Work required => Return only the lines from the top of the data down to the one that holds "context = document.querySelector('canvas').getContext('2d');", both included, without any pictures.
= = = = = = =
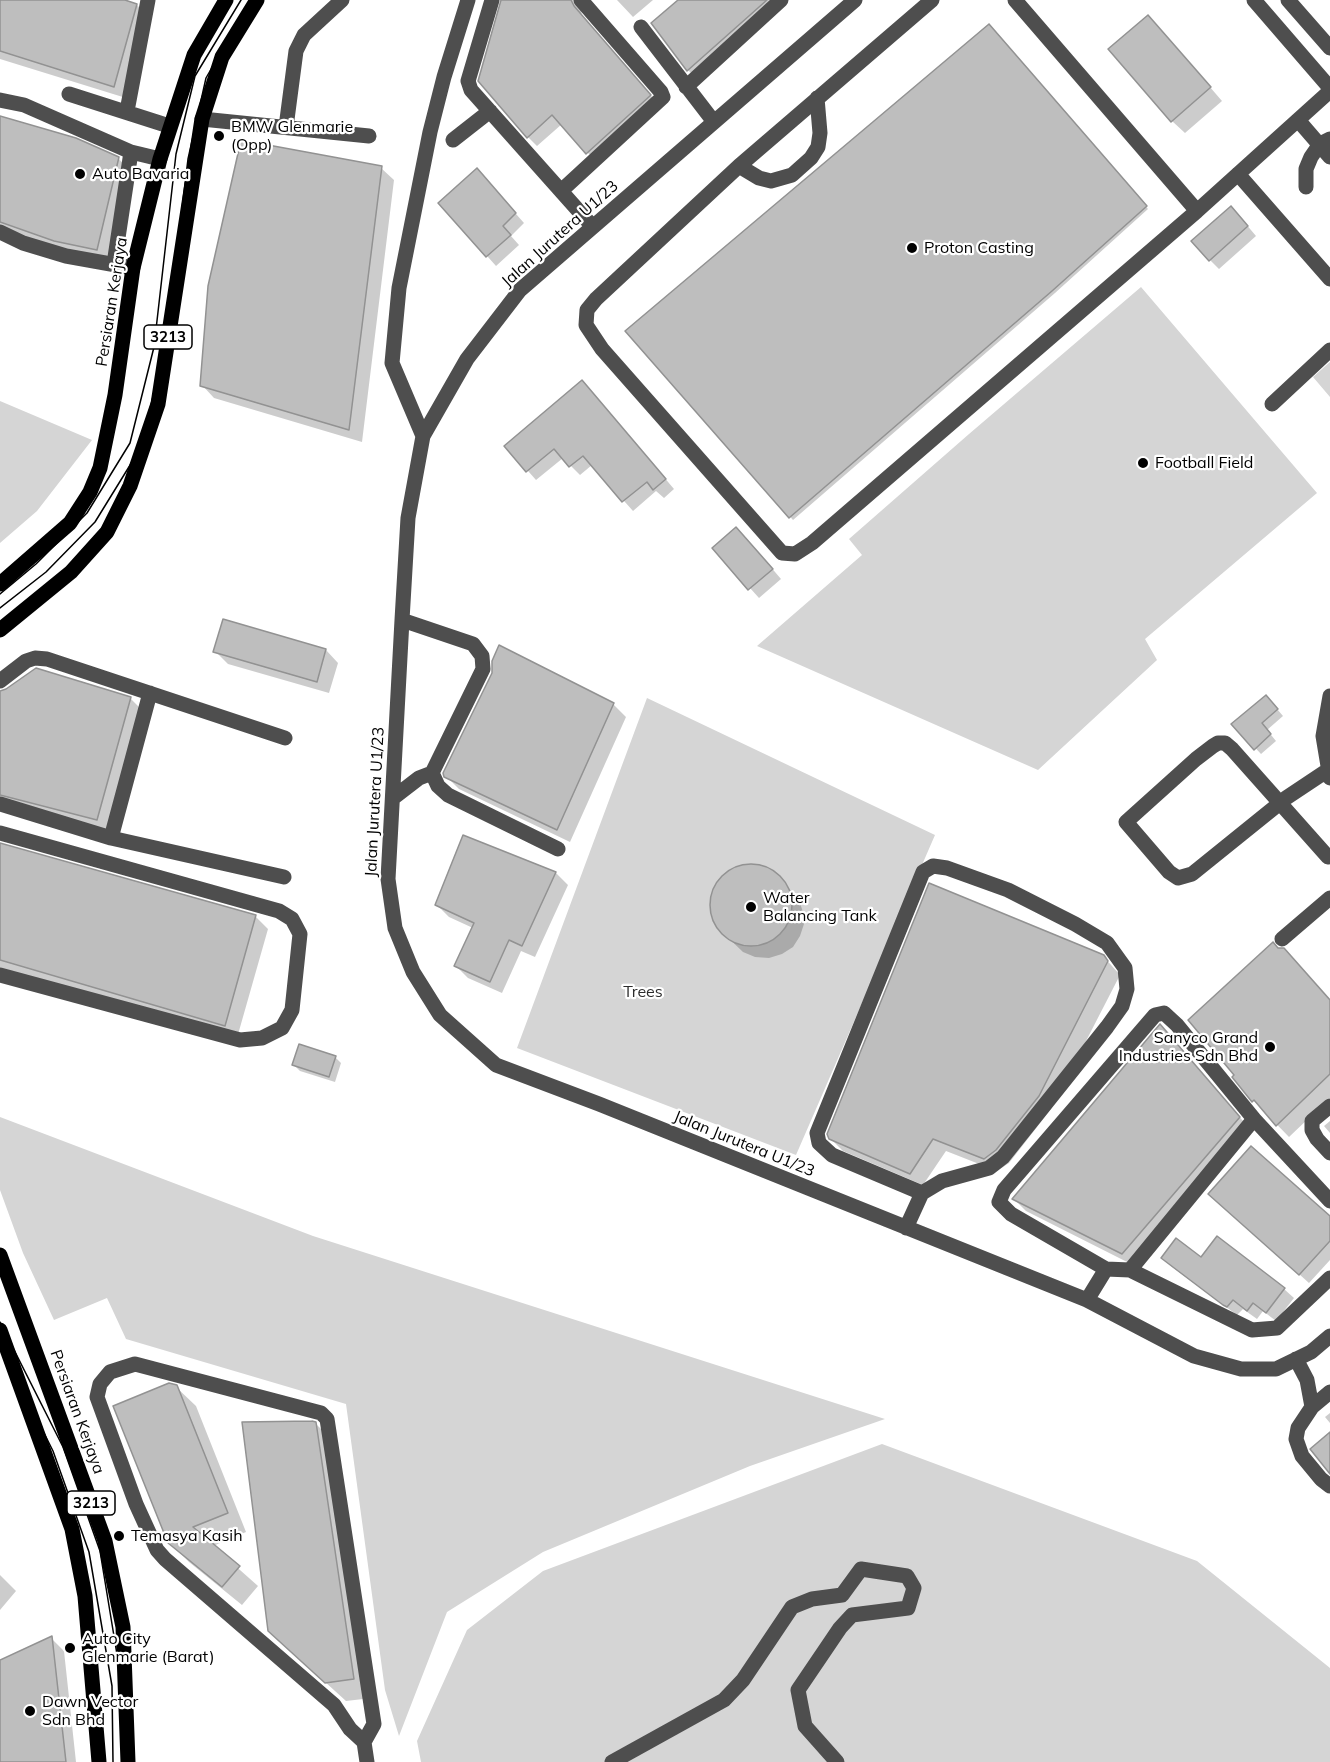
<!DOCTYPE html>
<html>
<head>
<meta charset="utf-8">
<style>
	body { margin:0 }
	canvas { display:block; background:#fff }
</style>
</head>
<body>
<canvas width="1330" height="1762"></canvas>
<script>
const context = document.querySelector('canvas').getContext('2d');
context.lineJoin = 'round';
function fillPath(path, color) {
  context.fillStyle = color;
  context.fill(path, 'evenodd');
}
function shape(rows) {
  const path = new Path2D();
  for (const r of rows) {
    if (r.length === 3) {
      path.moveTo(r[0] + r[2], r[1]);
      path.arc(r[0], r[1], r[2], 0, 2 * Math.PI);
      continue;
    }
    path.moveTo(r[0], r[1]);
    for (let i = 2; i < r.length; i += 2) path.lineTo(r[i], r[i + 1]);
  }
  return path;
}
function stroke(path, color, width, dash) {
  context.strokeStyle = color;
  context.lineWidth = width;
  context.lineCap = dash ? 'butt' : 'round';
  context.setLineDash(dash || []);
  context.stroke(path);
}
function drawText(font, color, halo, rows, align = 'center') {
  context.font = font + ' Mulish,sans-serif';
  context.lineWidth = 4.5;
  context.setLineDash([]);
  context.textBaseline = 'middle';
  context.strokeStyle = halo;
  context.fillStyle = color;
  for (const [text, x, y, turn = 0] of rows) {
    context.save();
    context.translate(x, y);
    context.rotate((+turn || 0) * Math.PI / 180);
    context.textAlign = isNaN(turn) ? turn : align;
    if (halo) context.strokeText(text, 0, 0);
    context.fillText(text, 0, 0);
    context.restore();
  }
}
fillPath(shape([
	[1141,287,1317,493,1145,639,1157,660,1038,770,757,646,862,555,849,539,969,434],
	[1330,362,1330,397,1313,377],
	[0,401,92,440,37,511,0,543],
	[647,698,935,835,796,1155,517,1048],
	[756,864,768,868,779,875,787,885,791,898,792,911,788,923,780,934,769,942,755,946,741,945,728,940,718,930,712,918,710,904,713,890,720,878,730,870,743,865],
	[0,1117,313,1236,885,1419,750,1466,543,1552,447,1612,399,1736,385,1690,346,1404,126,1339,107,1298,54,1320,23,1253,0,1190],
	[882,1444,1197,1561,1330,1668,1330,1762,421,1762,417,1741,467,1630,543,1571]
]), '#d5d5d5');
fillPath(shape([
	[0,0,120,0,137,5,149,18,126,98,0,59],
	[502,0,574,0,581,8,582,17,659,105,597,163,562,124,537,146,528,137],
	[617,0,653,0,633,17],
	[680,0,788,0,697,79,688,70],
	[989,26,1148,209,1055,293,793,520,627,332],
	[1160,29,1222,101,1185,133,1172,121],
	[0,118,118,158,130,171,109,261,0,230],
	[381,168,394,180,362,442,214,398,202,385],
	[486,180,524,223,511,236,519,245,496,266,440,203],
	[1240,217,1256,236,1219,269,1210,260],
	[591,391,674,489,664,498,656,491,633,511,592,465,580,475,563,458,536,480,506,446],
	[746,538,781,579,759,598,714,548],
	[326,650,338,663,329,693,228,664,215,651],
	[36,670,130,698,143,711,109,832,0,804,0,692,7,690],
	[1272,703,1283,716,1267,730,1276,741,1261,754,1233,724],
	[613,704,626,717,570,842,459,789,446,776],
	[0,844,255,916,268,929,237,1038,0,969],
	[756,866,768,869,778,876,799,900,803,912,804,924,800,936,793,947,782,954,769,958,755,957,743,952,719,929,713,917,711,904,714,891,721,879,731,871,743,867],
	[556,873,568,885,535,957,521,951,502,993,468,978,456,966,473,928,449,917,437,905],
	[1103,956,1120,975,1051,1109,1009,1163,997,1171,946,1151,923,1185,843,1151,830,1138],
	[1330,1001,1330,1098,1289,1137,1254,1101,1234,1077],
	[1160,1026,1251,1130,1135,1266,1026,1211,1014,1199],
	[335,1057,341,1063,335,1082,300,1071,294,1065],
	[1330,1121,1330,1133,1324,1126],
	[1220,1203,1330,1218,1330,1260,1309,1283],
	[1217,1238,1284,1289,1294,1298,1276,1321,1263,1311,1257,1319,1243,1309,1237,1315,1172,1267,1163,1258,1201,1259],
	[176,1387,196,1406,246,1532,213,1546,258,1586,242,1605,189,1562,169,1542],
	[1330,1413,1330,1423,1325,1417],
	[315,1423,334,1442,372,1698,346,1701,269,1631],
	[0,1575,16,1591,0,1610],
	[51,1638,64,1651,76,1762,0,1762,0,1662]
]), '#0003');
const building = shape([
	[0,0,125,0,137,4,114,87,0,51,0,0],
	[501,0,571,0,574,6,651,95,586,154,552,115,527,138,478,81,501,0],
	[678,0,767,0,687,71,651,23,678,0],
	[1148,15,1211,87,1171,122,1108,49,1148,15],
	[989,24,1147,206,1052,291,789,518,625,331,989,24],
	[0,116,76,138,119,157,97,250,54,241,0,222,0,116],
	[241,140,382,166,349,430,200,386,208,286,241,140],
	[477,168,516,213,503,226,511,235,486,257,438,203,477,168],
	[1231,206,1248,226,1209,261,1191,241,1231,206],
	[582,380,666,479,653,490,647,482,622,502,583,456,569,467,554,449,526,472,504,446,582,380],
	[736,527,773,569,748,590,712,548,736,527],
	[223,619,326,649,317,682,213,652,223,619],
	[499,645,614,703,557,830,444,777,443,773,492,673,492,661,499,645],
	[36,668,131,697,97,820,0,795,0,691,6,689,36,668],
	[1266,695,1278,709,1262,723,1271,734,1254,750,1231,724,1266,695],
	[463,835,556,872,522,946,509,940,490,982,454,966,474,923,435,905,463,835],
	[0,843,256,915,225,1026,0,960,0,843],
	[751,905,41],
	[929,883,1104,955,1108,961,1039,1096,996,1150,984,1159,933,1139,910,1174,829,1139,827,1134,929,883],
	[1273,942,1278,948,1284,948,1330,1000,1330,1074,1276,1126,1254,1100,1252,1102,1232,1077,1234,1075,1188,1020,1273,942],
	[1160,1024,1240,1117,1122,1254,1012,1199,1160,1024],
	[299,1044,336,1056,329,1077,292,1065,299,1044],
	[1251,1146,1330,1216,1330,1241,1299,1275,1208,1194,1251,1146],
	[1217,1236,1285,1288,1266,1313,1253,1303,1247,1311,1233,1300,1227,1307,1223,1305,1161,1258,1176,1238,1201,1257,1217,1236],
	[169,1383,177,1385,228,1513,193,1527,240,1566,222,1587,168,1543,113,1406,169,1383],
	[312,1421,316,1422,354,1679,325,1683,268,1631,242,1422,312,1421],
	[1330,1432,1330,1474,1310,1449,1330,1432],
	[52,1636,66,1762,0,1762,0,1660,52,1636]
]);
fillPath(building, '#bebebe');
stroke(building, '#929292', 1.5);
stroke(shape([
	[492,0,468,81,471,90,593,227],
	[855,0,520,290,467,359,423,436,408,518,402,620,388,879,395,928,413,972,440,1015,496,1065,599,1104,1087,1300,1194,1356,1241,1369,1276,1369,1311,1352,1330,1336],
	[932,0,739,166,596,299,587,310,586,325,602,349,782,553,795,554,812,543,1197,211,1330,91],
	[1015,0,1197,211],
	[1254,0,1330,88],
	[1288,0,1330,48],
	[641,27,714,122],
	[686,87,781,0],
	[69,94,169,126],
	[0,100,24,105,131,152,160,159],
	[127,111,148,0],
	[202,119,369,136],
	[1298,120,1330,157],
	[286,127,296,51,304,35,342,0],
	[453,140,490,111],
	[739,166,759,178,771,181,792,175,811,158,818,147,820,133,817,98],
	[1238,174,1330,279],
	[1306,187,1306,169,1311,157,1320,144,1330,139],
	[561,191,663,97,661,92,581,0],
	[0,232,23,243,66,256,133,268],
	[114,264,131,152],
	[1272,404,1330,350],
	[423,436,392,363,399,288,430,132,444,77,468,0],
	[402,620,473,644,482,656,483,669,432,773,438,786,448,795,558,849],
	[0,681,26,661,35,658,47,659,285,738],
	[1330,696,1323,736,1330,778],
	[1328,770,1286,798,1280,803,1192,874,1178,878,1169,872,1126,822,1196,759,1213,746,1218,743,1225,743,1232,749,1328,857],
	[393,798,419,778,432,773],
	[0,804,111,838,284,877],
	[0,833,279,911,292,919,300,934,292,1010,282,1028,262,1038,240,1040,0,975],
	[111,838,150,693],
	[1282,939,1330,898],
	[1330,1106,1312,1121,1312,1130,1317,1139,1330,1153],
	[1254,1119,1330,1201],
	[906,1228,922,1193,942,1181,989,1168,1003,1157,1107,1027,1122,1006,1127,989,1125,968,1107,943,1075,924,1008,890,947,868,933,866,923,872,817,1133,819,1143,832,1155,922,1193],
	[1106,1269,1011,1214,999,1202,1004,1190,1155,1015,1164,1013,1177,1025,1254,1119,1130,1270],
	[1087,1300,1106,1269,1130,1270,1252,1330,1277,1328,1330,1278],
	[1296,1359,1307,1380,1312,1407,1298,1428,1296,1439,1302,1456,1321,1479,1330,1486],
	[1312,1407,1330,1392],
	[364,1742,350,1729,334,1705,165,1559,157,1550,136,1504,97,1397,100,1384,110,1372,135,1364,321,1413,327,1419,374,1724,364,1742,367,1762],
	[612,1762,724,1700,743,1680,792,1607,812,1599,842,1595,861,1569,907,1576,914,1588,908,1608,852,1615,840,1628,798,1690,805,1726,837,1762]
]), '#4e4e4e', 15);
stroke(shape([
	[0,584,70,523,90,492,100,468,115,395,133,268,160,159,194,55,226,0],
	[0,630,71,572,107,532,130,486,158,404,202,119,222,57,257,0],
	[0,1255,105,1541,123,1627,128,1762],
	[0,1330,72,1529,85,1596,99,1762]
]), '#000', 15);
stroke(shape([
	[0,594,36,564,87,513,130,443,154,347,176,154,195,76,241,0],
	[0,608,46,572,95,522,140,449,165,348,188,159,206,78,251,0],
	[0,1322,63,1447,100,1551,122,1685,124,1762],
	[0,1345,53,1451,89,1552,112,1686,113,1762]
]), '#000', 1.5);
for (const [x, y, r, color] of [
	[219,136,6,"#000"],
	[80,174,6,"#000"],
	[912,248,6,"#000"],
	[1143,463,6,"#000"],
	[751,907,6,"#000"],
	[1270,1047,6,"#000"],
	[119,1536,6,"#000"],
	[70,1648,6,"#000"],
	[30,1711,6,"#000"]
]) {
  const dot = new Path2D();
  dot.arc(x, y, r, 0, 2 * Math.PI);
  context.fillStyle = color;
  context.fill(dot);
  stroke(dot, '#fff', 2);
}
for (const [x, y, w] of [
	[168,337,48],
	[91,1503,48]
]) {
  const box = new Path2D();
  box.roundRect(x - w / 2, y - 12, w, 24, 4.5);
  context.fillStyle = '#fff';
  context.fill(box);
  stroke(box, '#000', 1.5);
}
drawText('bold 15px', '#000', null, [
	["3213",168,337],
	["3213",91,1503]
]);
drawText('16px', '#000', '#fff', [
	["BMW Glenmarie",231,127],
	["(Opp)",231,145],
	["Auto Bavaria",92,174],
	["Proton Casting",924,248],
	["Football Field",1155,463],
	["Water",763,898],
	["Balancing Tank",763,916],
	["Sanyco Grand",1258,1038,"right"],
	["Industries Sdn Bhd",1258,1056,"right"],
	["Temasya Kasih",131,1536],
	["Auto City",82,1639],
	["Glenmarie (Barat)",82,1657],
	["Dawn Vector",42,1702],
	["Sdn Bhd",42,1720]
], 'left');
drawText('16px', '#000', '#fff', [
	["Jalan Jurutera U1/23",560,234,-42],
	["Persiaran Kerjaya",112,302,-81],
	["Jalan Jurutera U1/23",375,802,-87],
	["Jalan Jurutera U1/23",744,1144,22],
	["Persiaran Kerjaya",77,1412,70]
]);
drawText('16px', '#2c2c2c', '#fff', [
	["Trees",643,992]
]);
</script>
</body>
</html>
= = = = = = =
Exercise result =>
<!DOCTYPE html>
<html>
<head>
<meta charset="utf-8">
<style>
	body { margin:0 }
	canvas { display:block; background:#fff }
</style>
</head>
<body>
<canvas width="1330" height="1762"></canvas>
<script>
const context = document.querySelector('canvas').getContext('2d');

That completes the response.